A Cooper Boulevard mobile-home park was also at the heart of the debate. The complex is predominantly low-income, and a county ordinance prohibits moving trailers built before 1976 to a new location.

Because the park is not zoned residential, noted Newman, residents there are more likely to be booted out quickly if the property is sold to a developer. The current owner has said he would still sell the property, even if Wal-Mart weren’t involved. Newman asked city staff to identify other parks that might be similarly at risk. Both issues may come up again when Council considers land-use issues at its work session next month.

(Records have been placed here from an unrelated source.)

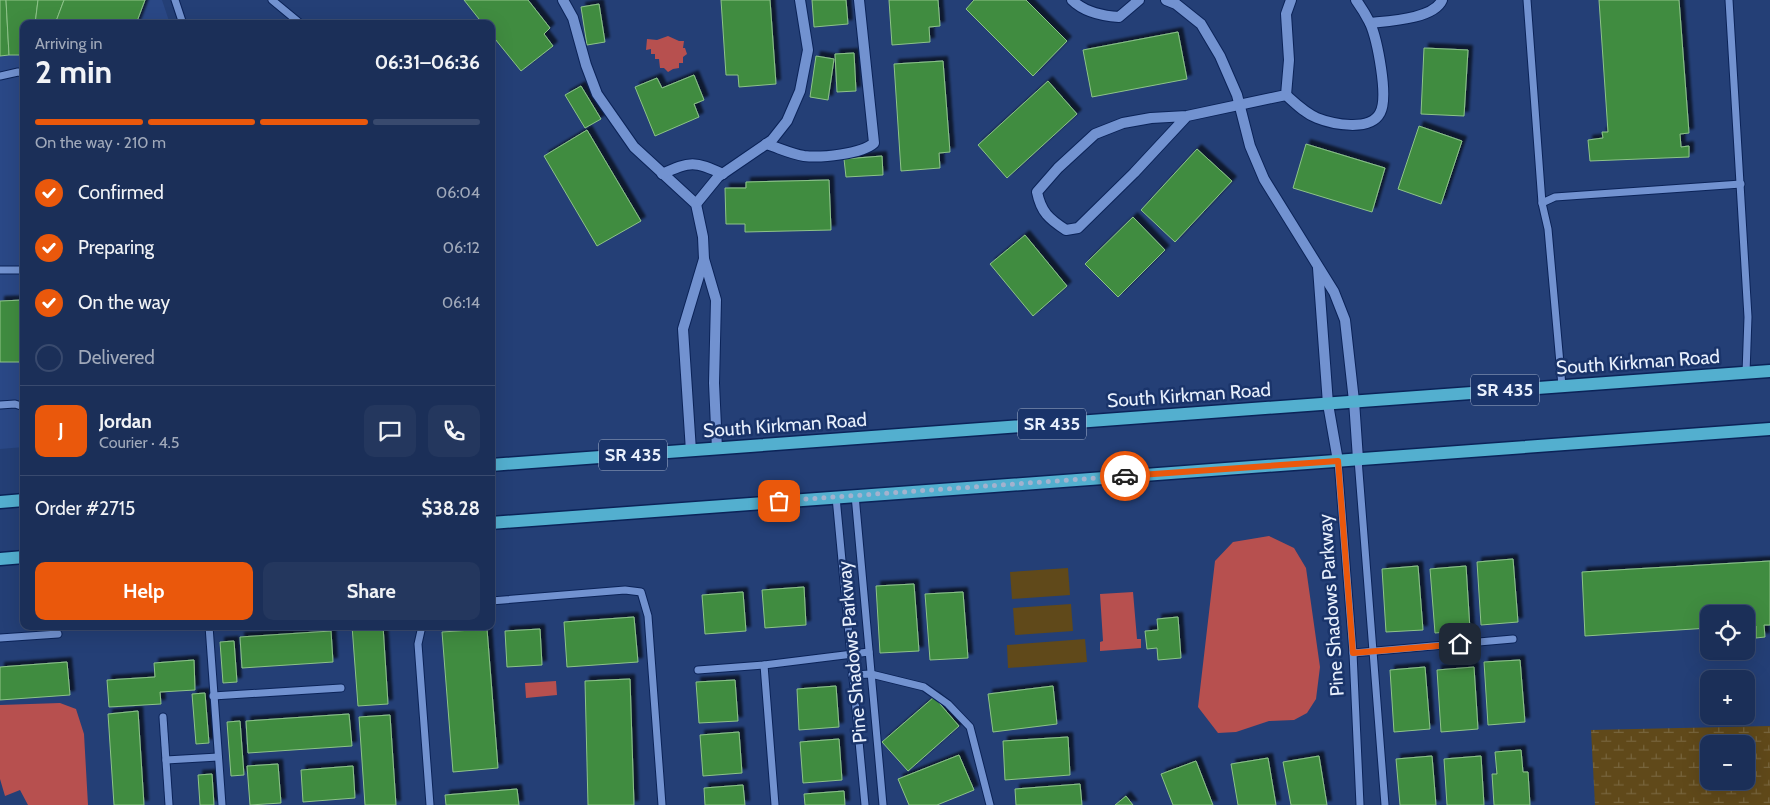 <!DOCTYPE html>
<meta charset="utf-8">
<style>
:root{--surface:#1b2f58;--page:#24375e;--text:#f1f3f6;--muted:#a0a9ba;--line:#394a6e;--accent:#ea580c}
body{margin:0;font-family:Cabin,sans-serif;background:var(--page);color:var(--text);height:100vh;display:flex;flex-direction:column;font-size:19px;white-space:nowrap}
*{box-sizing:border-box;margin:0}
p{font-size:16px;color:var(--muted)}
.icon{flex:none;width:28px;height:28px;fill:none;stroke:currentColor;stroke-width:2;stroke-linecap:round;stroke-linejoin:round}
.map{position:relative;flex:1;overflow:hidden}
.details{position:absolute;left:20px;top:20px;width:475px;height:610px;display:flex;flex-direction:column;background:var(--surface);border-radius:10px;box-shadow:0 5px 20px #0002,0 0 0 1px var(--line)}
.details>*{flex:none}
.controls{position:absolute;left:1700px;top:605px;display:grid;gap:10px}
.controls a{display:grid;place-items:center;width:55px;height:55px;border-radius:10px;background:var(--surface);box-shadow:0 5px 20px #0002,0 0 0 1px var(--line);font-size:25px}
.pin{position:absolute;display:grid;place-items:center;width:42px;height:42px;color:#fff;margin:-21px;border-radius:10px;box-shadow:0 2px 8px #0006}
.courier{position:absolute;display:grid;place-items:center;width:50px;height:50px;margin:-25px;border:4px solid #ea580c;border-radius:50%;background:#fff;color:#222;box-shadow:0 1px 6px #0007}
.overview em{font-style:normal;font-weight:800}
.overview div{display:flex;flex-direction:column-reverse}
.overview{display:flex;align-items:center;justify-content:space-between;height:85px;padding:0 15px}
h1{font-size:32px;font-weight:800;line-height:38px}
.bar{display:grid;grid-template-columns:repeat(4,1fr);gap:8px 5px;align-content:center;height:60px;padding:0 15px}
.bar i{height:6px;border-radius:4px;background:var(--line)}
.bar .on{background:var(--accent)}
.bar p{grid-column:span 4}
.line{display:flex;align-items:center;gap:12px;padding:0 15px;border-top:1px solid var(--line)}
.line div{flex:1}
.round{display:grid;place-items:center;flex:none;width:52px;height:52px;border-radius:10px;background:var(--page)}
ol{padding:0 15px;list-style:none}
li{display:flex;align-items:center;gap:15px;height:55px}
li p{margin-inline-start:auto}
li .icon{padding:5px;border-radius:50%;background:var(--accent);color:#fff;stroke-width:4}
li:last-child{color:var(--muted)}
li i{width:28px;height:28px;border:2px solid var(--line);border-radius:50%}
.action{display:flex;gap:10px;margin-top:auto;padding:10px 15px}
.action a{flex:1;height:58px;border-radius:10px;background:var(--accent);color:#fff;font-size:20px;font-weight:800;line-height:58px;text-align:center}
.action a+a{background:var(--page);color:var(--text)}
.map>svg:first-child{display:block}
</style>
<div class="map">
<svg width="1770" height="805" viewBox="0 0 1770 805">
<defs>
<pattern id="wetland-marsh" width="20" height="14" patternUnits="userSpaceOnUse" patternTransform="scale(1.25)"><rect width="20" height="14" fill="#60491a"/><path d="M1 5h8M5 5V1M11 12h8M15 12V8" fill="none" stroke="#77643c"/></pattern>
<filter id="shadow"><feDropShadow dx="4.5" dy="-4.5" stdDeviation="1" flood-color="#0009"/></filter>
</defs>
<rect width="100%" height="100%" fill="#243f76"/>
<path fill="#2a4886" d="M0,0H162L170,24H24V447L0,449Z"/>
<path fill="url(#wetland-marsh)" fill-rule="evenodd" d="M1770,726V805H1595L1591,730ZM1709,744H1746V781H1709Z"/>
<g fill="#60491a">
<path d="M1068,568L1070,595L1012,599L1010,572Z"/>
<path d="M1071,604L1073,631L1015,635L1013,608Z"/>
<path d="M1085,639L1087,662L1008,668L1007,645Z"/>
</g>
<g fill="#b7504f">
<path d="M668,36L679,41H684L683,48H685L687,54L683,57V63H679V68L673,69L668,72L664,68H660L659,59H655V54H651V49L646,50L647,39L657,40Z"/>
<path d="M1269,536L1294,548L1306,568L1320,667L1316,699L1307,713L1294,720L1269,721L1236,732L1218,733L1198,707L1215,561L1233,542Z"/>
<path d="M1133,592L1137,639H1141V648L1100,651V642L1103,641L1100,594Z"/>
<path d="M556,681L557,695L526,698L525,683Z"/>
<path d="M60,703L76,709L84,734L88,805H28L20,790L5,796L0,779V705Z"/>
</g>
<g fill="#418c3f" stroke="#8dc389" filter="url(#shadow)">
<path d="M0,0H6L9,55L0,56Z"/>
<path d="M6,0H38L35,24H24V55H9Z"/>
<path d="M38,0H64L55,24H35Z"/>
<path d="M64,0H145L136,24H55Z"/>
<path d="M464,0H528L550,28L544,34L553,46L521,71L491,34V24H483Z"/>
<path d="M721,0H770L776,84L739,87L738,75H726Z"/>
<path d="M812,0H846L848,24L814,27Z"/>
<path d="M889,0H938L940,26L929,27L930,42L892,45Z"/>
<path d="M974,0H1026L1067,41L1033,76L966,9Z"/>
<path d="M1599,0H1679L1689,133L1680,134L1681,147L1689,146V157L1590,161L1588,140L1603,138L1602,132H1608Z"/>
<path d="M599,4L605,42L587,45L581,7Z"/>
<path d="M1178,32L1187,79L1092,97L1083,50Z"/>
<path d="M1424,48L1468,50L1464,116L1421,114Z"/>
<path d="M854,53L856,91L837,92L835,54Z"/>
<path d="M816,56L834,59L828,100L810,97Z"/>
<path d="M943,61L950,152L939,153L940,168L901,171L894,64Z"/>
<path d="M694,75L704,100L694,104L699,117L655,136L635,87L657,78L662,88Z"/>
<path d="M1048,81L1077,114L1007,178L978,145Z"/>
<path d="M581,86L601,119L585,128L565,95Z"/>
<path d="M1419,126L1462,141L1441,204L1398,189Z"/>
<path d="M587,130L641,221L597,246L544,156Z"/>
<path d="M1306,144L1385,168L1372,212L1293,188Z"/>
<path d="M1197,149L1232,181L1175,242L1141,210Z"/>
<path d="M882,156L883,175L846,177L844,159Z"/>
<path d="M829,180L831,230L745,232V224H726L725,188H746V182Z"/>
<path d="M1133,217L1165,250L1118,297L1085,264Z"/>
<path d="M1025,235L1067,286L1033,316L990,264Z"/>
<path d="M24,300V362H0V301Z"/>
<path d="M1513,559L1518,622L1481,625L1477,562Z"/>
<path d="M1770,561V625H1764L1765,637L1756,638V626H1746V614H1709V628L1585,636L1582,572Z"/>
<path d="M1418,566L1423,630L1386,632L1382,569Z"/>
<path d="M1466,566L1470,630L1435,633L1430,569Z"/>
<path d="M914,584L919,651L880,653L876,586Z"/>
<path d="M804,587L806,625L765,628L762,590Z"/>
<path d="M743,592L746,631L705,634L702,595Z"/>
<path d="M963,592L968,658L930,660L925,594Z"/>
<path d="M634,617L638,662L567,667L564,622Z"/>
<path d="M1178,617L1181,658L1158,660L1157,648L1147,649L1145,631L1158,630L1157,619Z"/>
<path d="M352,626H383L388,704L358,706Z"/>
<path d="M487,629L498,768L453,772L442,632Z"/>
<path d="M540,629L542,665L507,667L505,631Z"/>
<path d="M331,631L333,662L242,668L240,637Z"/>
<path d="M234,641L237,682L223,683L220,642Z"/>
<path d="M194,660L195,690L160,692L161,704L109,707L107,680L155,677L154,663Z"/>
<path d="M1520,660L1525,722L1488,725L1484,662Z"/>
<path d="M67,662L70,695L0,700V667Z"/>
<path d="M1425,667L1430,729L1394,732L1390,670Z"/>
<path d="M1474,667L1478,729L1441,732L1437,670Z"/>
<path d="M630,679L634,805H588L585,681Z"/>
<path d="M735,680L738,721L699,723L696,682Z"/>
<path d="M836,686L839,727L799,730L797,689Z"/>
<path d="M1053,686L1057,724L993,732L988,694Z"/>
<path d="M205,693L209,743L196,744L192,694Z"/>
<path d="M934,697L959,726L908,771L882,742Z"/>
<path d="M138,711L144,805H114L108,714Z"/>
<path d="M349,714L352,746L248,753L246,721Z"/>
<path d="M390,715L396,805H365L359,717Z"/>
<path d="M240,721L244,775L231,776L227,722Z"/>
<path d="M739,732L742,773L703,776L700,735Z"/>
<path d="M1068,737L1070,775L1005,780L1003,741Z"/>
<path d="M839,739L842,780L803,783L800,742Z"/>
<path d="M1521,750L1523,772H1528L1530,805H1494L1492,774H1497L1495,752Z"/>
<path d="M959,755L974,790L937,805H909L898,779Z"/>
<path d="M1319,756L1327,805H1291L1283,762Z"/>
<path d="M1432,756L1436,805H1400L1396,759Z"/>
<path d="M1481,756L1484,805H1447L1444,759Z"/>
<path d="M1268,758L1276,805H1238L1231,764Z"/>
<path d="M1196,761L1213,805H1173L1161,774Z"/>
<path d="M278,764L281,803L250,805L247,766Z"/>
<path d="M353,766L355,798L303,802L301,770Z"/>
<path d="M212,774L214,805H200L198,775Z"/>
<path d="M1080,784L1082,805H1016L1015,789Z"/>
<path d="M743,785L745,805H705L704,788Z"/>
<path d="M517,789L519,805H446L445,795Z"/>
<path d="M844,791L845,805H805L804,794Z"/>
<path d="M1126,796L1133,805H1115Z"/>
</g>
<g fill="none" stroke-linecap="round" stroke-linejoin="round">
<g stroke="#0b2358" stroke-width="9">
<g id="lane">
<path d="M175,0L183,24"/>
<path d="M272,0L301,24"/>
<path d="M1527,0L1542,203"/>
<path d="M1729,0L1748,317L1746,373"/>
<path d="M0,76L18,72L24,73"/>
<path d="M0,270H24"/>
<path d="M1562,386L1548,229L1542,203L1555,197L1741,184"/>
<path d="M0,405L15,404L24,407"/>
<path d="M1358,459L1385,805"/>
<path d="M1338,461L1353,653L1360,805"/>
<path d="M855,495L883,805"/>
<path d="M836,497L865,805"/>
<path d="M491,601L625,590L641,592L648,616L662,805"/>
<path d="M209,626L222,805"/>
<path d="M422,626L418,644L430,805"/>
<path d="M0,638L58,634"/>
<path d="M1353,653L1513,639"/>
<path d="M764,665L775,805"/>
<path d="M698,670L764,665L869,652"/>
<path d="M852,675L871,674L924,687L948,704L970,727L990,805"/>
<path d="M213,696L341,688"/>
<path d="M163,717L169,805"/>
<path d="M166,760L218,757"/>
</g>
</g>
<g stroke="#0b2358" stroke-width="12">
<g id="street">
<path d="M563,0L573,18L586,65L597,94L634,147L696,204L703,237L704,259L716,300L714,383L717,449"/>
<path d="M1072,0C1084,12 1103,16 1119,17L1139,0"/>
<path d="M1166,0L1176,4L1201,24L1220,56L1237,95L1250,146L1264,179L1334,292L1345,320L1354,401L1358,459"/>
<path d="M1370,23C1388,21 1434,19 1442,0"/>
<path d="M1286,95C1296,104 1305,113 1317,118C1332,124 1370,132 1380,113C1389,97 1377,39 1370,23C1366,15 1361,7 1356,0"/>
<path d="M1187,116L1134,173L1078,228L1066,230C1049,219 1041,212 1037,192L1058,168L1095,134L1123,123L1151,118L1187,116L1286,95L1289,60L1286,14L1291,0"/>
<path d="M766,144C779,148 791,154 804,156C821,158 862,154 874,143L859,0"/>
<path d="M662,174C690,161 695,161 723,174"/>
<path d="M696,204L718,177L772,140L787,121L800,91L808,50L800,0"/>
<path d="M1318,268L1328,404L1338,461"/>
<path d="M691,451L683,329L704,259"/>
</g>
</g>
<g stroke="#0b2358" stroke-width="15">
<g id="primary">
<path d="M491,465L1770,371"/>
<path d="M0,502L24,500"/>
<path d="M491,523L1770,429"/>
<path d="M0,559L24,557"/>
</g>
</g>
<use href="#lane" stroke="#7292d0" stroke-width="7"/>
<use href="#street" stroke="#7292d0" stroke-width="10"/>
<use href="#primary" stroke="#53afcf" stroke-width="12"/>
</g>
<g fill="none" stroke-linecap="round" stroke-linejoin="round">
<path stroke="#a3b2ce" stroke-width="5" stroke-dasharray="0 9" d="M779,501L1125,476"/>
<path stroke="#ea580c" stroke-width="6" d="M1125,476L1338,461L1353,653L1460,644"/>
</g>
<g text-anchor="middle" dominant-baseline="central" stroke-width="5" stroke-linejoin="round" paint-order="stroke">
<g fill="#1a346a" stroke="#aab8d1" stroke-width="1">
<rect x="1471" y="374.5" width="68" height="31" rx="4"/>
<rect x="1018" y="408.5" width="68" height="31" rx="4"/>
<rect x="599" y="439.5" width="68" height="31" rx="4"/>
</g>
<g font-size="18" font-weight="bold" fill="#e8f0fd">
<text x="1505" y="390">SR 435</text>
<text x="1052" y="424">SR 435</text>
<text x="633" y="455">SR 435</text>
</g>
<g font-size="19" fill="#e8f0fd" stroke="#1a346a">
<text transform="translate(1638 362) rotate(-4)">South Kirkman Road</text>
<text transform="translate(1189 395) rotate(-4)">South Kirkman Road</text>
<text transform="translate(785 425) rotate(-4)">South Kirkman Road</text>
<text transform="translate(1331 605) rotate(-94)">Pine Shadows Parkway</text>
<text transform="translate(852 652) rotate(-95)">Pine Shadows Parkway</text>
</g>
</g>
</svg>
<div class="controls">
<a><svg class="icon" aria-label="locate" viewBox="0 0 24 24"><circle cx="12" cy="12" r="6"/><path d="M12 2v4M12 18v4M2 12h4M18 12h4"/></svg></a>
<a>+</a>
<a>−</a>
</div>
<div class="pin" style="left:779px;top:501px;background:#ea580c"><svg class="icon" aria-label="bag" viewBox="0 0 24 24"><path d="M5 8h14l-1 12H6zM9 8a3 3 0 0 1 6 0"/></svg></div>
<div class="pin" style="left:1460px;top:644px;background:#1f2937"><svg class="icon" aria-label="home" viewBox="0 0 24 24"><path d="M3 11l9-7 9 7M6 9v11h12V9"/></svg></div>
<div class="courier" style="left:1125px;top:476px"><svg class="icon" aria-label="car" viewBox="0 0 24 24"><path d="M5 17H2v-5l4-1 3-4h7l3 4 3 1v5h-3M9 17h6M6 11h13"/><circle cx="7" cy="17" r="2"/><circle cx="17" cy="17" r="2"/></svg></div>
<section class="details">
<div class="overview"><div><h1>2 min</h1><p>Arriving in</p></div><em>06:31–06:36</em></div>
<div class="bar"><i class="on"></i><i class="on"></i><i class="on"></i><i></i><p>On the way · 210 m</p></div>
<ol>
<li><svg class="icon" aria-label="check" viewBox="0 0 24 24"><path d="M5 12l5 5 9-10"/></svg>Confirmed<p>06:04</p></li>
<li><svg class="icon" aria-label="check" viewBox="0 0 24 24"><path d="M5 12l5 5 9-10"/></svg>Preparing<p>06:12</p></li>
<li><svg class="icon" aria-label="check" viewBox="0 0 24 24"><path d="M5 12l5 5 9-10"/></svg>On the way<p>06:14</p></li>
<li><i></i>Delivered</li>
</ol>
<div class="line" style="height:90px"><b class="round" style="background:var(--accent);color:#fff">J</b><div><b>Jordan</b><p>Courier · 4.5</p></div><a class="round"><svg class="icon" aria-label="chat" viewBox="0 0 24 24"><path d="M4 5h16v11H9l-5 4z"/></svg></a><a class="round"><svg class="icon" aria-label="phone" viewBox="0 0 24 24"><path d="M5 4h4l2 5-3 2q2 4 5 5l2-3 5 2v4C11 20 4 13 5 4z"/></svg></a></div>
<div class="line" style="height:65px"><div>Order #2715</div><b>$38.28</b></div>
<div class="action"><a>Help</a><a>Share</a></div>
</section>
</div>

Also getting a word in was the Cooper Boulevard Community Support Network, a coalition of nonprofits that’s been working with the mobile-home community since the Wal-Mart project was announced a few months back. Group representatives Erin Krauss, Jill Rios and Craig White made two proposals for addressing what they called a policy issue: create a land trust headed up by local nonprofits that could purchase and preserve such clusters of affordable housing, and research ways to require developers buying such properties to give financial assistance to the evicted tenants.

Mumpower took a dim view of the idea, declaring, “If I owned property with a mobile home on it, my knees would be shaking right now.” But Newman and Cape called it a land-use issue that is therefore appropriate for discusion at the May work session.